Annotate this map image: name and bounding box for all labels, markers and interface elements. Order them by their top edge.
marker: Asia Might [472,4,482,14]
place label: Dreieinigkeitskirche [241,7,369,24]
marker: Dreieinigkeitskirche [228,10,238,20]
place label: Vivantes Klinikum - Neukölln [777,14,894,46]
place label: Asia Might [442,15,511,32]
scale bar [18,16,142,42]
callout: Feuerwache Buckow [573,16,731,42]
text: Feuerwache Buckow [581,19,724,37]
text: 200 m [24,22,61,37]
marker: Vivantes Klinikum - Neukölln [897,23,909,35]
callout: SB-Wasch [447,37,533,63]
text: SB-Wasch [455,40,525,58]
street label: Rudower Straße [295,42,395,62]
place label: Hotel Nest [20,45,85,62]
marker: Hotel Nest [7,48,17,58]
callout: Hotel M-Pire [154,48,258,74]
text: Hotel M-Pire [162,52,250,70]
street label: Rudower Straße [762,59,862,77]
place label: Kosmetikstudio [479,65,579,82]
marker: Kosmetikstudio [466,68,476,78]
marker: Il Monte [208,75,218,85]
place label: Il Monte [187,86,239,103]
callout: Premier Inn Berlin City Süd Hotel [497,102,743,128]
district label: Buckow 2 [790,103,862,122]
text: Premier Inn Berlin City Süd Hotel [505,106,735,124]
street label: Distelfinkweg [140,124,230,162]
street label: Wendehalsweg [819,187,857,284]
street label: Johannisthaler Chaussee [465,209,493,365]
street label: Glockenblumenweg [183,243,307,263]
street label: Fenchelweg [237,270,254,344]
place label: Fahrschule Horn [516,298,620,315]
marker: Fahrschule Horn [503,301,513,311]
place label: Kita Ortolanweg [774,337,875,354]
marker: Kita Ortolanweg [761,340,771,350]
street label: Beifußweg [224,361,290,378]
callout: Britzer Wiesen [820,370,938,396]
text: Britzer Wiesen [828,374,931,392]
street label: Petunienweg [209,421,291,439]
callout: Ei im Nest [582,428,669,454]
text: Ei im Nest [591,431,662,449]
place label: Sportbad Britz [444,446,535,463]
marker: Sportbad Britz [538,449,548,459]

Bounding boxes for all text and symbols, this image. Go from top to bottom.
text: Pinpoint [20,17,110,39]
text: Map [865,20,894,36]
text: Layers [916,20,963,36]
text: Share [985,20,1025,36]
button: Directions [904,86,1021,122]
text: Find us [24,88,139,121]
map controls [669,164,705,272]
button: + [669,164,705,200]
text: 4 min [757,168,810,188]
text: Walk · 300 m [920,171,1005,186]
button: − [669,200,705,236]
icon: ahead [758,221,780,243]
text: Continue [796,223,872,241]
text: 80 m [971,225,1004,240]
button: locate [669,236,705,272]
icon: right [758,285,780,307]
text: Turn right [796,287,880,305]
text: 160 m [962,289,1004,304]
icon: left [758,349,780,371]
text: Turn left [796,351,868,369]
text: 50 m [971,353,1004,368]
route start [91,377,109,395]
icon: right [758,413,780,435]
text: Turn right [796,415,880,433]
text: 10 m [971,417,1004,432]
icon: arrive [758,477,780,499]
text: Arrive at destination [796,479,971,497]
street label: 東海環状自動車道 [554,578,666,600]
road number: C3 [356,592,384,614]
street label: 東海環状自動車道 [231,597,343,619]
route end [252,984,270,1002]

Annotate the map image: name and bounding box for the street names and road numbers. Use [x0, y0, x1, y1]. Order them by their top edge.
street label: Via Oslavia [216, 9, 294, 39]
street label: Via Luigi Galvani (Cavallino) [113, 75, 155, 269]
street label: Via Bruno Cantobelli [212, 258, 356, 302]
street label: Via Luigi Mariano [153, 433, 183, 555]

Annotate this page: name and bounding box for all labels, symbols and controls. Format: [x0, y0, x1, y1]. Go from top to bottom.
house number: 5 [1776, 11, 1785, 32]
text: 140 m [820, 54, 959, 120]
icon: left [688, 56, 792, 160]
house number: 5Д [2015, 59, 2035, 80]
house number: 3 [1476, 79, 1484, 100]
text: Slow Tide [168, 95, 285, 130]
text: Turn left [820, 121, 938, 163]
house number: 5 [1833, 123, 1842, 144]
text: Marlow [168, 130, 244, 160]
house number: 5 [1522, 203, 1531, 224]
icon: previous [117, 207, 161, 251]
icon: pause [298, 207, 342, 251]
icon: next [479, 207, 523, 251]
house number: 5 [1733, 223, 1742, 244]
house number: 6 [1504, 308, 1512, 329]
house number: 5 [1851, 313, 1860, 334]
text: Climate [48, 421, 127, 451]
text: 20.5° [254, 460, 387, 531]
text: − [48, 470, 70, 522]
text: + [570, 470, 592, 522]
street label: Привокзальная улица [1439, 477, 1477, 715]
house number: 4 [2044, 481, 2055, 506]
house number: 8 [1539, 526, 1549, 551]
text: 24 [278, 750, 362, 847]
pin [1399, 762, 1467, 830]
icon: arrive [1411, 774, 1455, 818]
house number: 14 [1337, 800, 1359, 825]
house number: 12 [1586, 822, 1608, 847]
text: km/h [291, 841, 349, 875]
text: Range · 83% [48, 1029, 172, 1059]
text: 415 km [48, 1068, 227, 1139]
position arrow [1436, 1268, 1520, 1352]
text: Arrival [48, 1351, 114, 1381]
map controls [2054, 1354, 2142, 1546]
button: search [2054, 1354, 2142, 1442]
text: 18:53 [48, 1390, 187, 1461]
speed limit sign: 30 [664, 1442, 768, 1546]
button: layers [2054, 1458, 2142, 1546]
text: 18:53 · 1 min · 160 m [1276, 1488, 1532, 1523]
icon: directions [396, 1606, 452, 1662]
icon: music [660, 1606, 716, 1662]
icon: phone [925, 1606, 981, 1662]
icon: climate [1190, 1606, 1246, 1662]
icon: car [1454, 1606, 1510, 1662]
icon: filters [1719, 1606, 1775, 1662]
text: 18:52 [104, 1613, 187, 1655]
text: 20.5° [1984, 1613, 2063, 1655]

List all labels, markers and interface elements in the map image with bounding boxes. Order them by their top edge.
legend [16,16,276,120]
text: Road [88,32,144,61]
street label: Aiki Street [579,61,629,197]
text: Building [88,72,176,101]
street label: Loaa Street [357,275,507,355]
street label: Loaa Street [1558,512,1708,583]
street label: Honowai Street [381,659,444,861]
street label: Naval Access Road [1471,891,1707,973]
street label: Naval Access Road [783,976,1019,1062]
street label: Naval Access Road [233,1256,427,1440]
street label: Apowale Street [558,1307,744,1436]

----

| Exercise objective |
Count every line of the material that holds "Annotate". Reply with the number alone.

| Written solution |
3